> WORK TO BE COMPLETED
Return only those lines of the records below in which "fillStyle" appears.

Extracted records
■ ■ ■ ■ ■ ■ ■
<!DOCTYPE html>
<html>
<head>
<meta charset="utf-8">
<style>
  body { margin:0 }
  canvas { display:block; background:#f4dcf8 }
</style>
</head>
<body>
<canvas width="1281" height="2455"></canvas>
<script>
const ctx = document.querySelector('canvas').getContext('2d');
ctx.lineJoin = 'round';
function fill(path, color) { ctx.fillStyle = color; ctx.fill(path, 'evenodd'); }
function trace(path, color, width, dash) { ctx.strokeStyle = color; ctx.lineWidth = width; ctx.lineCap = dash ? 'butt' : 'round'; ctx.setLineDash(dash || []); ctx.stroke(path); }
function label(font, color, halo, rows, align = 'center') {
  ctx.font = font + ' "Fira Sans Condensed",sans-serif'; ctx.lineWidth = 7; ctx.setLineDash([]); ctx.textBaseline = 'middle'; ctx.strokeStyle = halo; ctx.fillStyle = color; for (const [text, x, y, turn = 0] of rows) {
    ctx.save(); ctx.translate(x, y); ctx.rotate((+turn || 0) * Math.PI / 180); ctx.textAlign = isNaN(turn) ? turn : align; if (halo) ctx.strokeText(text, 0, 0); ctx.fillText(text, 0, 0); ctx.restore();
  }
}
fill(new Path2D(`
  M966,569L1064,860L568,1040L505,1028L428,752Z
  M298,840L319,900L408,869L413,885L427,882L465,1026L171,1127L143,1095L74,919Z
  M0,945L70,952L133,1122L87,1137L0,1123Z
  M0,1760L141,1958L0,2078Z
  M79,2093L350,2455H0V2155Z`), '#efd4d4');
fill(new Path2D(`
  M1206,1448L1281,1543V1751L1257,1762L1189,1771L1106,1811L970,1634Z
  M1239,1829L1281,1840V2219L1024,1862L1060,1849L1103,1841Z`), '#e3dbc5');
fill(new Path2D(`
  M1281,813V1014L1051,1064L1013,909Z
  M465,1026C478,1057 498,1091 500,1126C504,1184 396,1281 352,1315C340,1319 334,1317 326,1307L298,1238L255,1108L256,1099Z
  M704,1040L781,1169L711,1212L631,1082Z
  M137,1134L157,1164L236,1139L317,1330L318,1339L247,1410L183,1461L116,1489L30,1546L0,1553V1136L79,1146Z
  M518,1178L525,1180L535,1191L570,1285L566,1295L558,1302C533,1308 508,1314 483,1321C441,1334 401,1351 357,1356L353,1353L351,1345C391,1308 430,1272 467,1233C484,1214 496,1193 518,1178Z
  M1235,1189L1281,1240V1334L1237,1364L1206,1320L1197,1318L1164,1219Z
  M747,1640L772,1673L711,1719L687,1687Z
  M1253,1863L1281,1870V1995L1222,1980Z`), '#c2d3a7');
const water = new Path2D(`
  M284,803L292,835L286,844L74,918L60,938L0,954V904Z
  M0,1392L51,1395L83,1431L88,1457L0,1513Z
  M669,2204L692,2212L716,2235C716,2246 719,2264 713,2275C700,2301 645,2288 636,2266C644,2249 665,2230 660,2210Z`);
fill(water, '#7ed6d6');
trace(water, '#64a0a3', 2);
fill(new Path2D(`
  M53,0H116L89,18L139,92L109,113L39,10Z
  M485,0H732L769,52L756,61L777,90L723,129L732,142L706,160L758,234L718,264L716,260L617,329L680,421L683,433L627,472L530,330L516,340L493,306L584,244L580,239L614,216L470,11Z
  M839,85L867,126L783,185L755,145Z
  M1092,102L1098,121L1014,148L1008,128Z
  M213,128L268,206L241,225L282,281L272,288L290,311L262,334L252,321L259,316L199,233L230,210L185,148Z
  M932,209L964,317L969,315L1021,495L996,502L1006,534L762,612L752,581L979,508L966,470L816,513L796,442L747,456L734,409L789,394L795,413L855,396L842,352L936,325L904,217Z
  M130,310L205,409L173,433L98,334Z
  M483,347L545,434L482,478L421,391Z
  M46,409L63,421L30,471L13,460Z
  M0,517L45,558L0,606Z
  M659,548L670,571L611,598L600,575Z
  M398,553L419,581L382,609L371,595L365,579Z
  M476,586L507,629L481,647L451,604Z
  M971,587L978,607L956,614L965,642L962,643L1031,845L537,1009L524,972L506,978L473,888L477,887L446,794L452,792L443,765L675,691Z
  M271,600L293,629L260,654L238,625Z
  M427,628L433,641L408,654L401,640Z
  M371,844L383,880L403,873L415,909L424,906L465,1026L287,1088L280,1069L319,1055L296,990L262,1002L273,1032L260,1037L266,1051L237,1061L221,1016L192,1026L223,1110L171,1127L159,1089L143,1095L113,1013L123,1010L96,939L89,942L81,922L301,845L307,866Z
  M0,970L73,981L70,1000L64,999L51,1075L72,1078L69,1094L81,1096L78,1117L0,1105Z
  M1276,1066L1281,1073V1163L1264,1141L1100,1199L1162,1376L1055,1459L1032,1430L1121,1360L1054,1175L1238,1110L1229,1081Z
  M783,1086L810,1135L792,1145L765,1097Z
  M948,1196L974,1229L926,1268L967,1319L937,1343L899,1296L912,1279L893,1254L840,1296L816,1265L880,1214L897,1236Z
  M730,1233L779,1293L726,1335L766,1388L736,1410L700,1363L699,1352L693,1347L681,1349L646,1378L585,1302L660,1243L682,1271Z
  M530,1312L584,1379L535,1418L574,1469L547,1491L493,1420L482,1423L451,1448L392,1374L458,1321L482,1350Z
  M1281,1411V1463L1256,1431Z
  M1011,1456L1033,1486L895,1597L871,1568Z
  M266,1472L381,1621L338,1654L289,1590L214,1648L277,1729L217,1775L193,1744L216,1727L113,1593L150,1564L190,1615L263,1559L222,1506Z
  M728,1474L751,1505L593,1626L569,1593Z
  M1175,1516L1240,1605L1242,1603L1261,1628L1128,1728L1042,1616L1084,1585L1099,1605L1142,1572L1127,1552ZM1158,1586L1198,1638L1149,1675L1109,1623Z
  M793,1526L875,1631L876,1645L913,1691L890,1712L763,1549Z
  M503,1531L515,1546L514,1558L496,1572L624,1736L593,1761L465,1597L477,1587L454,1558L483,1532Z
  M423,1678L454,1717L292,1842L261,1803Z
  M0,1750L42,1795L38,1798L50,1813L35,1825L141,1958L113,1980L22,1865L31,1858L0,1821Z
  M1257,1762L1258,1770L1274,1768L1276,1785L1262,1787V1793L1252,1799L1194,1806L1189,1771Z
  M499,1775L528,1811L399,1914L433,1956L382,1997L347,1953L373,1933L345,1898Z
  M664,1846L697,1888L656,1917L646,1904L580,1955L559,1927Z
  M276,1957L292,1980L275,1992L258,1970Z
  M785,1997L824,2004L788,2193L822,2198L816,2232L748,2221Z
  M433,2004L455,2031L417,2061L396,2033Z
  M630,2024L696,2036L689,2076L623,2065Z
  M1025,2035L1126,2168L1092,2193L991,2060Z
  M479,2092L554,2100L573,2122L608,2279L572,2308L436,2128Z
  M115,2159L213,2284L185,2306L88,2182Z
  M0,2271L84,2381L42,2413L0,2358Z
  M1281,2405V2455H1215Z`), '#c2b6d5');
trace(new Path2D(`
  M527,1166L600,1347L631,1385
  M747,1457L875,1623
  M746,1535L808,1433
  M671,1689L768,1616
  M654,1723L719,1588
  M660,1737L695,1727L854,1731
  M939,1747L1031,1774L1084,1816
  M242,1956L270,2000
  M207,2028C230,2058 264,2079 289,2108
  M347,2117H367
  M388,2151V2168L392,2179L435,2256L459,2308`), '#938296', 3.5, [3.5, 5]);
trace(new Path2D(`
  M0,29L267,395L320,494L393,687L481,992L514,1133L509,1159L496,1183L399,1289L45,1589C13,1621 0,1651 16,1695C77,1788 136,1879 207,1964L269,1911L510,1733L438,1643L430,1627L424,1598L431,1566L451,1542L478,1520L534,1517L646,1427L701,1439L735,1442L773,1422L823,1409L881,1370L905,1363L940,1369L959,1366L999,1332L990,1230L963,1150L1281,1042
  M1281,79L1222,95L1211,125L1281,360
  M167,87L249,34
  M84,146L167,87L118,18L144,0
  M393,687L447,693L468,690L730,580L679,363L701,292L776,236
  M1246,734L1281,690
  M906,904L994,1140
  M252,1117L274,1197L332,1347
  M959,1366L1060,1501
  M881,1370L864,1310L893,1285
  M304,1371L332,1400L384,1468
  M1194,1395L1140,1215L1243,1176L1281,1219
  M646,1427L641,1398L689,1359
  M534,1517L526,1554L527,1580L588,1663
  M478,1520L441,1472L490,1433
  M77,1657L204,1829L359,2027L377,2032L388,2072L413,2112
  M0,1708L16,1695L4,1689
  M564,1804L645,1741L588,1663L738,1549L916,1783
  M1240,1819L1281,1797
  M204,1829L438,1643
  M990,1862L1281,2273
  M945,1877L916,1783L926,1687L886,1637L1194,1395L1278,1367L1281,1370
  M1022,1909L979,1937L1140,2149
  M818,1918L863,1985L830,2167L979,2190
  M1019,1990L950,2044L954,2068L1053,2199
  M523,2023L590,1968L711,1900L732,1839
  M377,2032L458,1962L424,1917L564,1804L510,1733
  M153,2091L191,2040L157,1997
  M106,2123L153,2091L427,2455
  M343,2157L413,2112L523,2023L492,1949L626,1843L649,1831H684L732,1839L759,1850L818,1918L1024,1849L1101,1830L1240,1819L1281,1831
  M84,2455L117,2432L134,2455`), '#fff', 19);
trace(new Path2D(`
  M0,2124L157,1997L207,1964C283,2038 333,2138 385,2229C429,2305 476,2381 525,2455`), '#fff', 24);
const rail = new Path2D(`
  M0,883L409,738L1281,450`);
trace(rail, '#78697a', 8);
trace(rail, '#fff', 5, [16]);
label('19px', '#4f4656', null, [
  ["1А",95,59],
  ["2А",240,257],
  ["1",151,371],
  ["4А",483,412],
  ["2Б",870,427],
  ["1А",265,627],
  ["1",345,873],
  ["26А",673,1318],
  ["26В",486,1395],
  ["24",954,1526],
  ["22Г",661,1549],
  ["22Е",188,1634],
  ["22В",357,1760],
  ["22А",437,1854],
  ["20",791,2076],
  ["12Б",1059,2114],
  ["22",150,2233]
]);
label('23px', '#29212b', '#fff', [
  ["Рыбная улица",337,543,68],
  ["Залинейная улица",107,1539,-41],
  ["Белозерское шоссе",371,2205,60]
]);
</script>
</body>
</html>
■ ■ ■ ■ ■ ■ ■
> RESPONSE
function fill(path, color) { ctx.fillStyle = color; ctx.fill(path, 'evenodd'); }
  ctx.font = font + ' "Fira Sans Condensed",sans-serif'; ctx.lineWidth = 7; ctx.setLineDash([]); ctx.textBaseline = 'middle'; ctx.strokeStyle = halo; ctx.fillStyle = color; for (const [text, x, y, turn = 0] of rows) {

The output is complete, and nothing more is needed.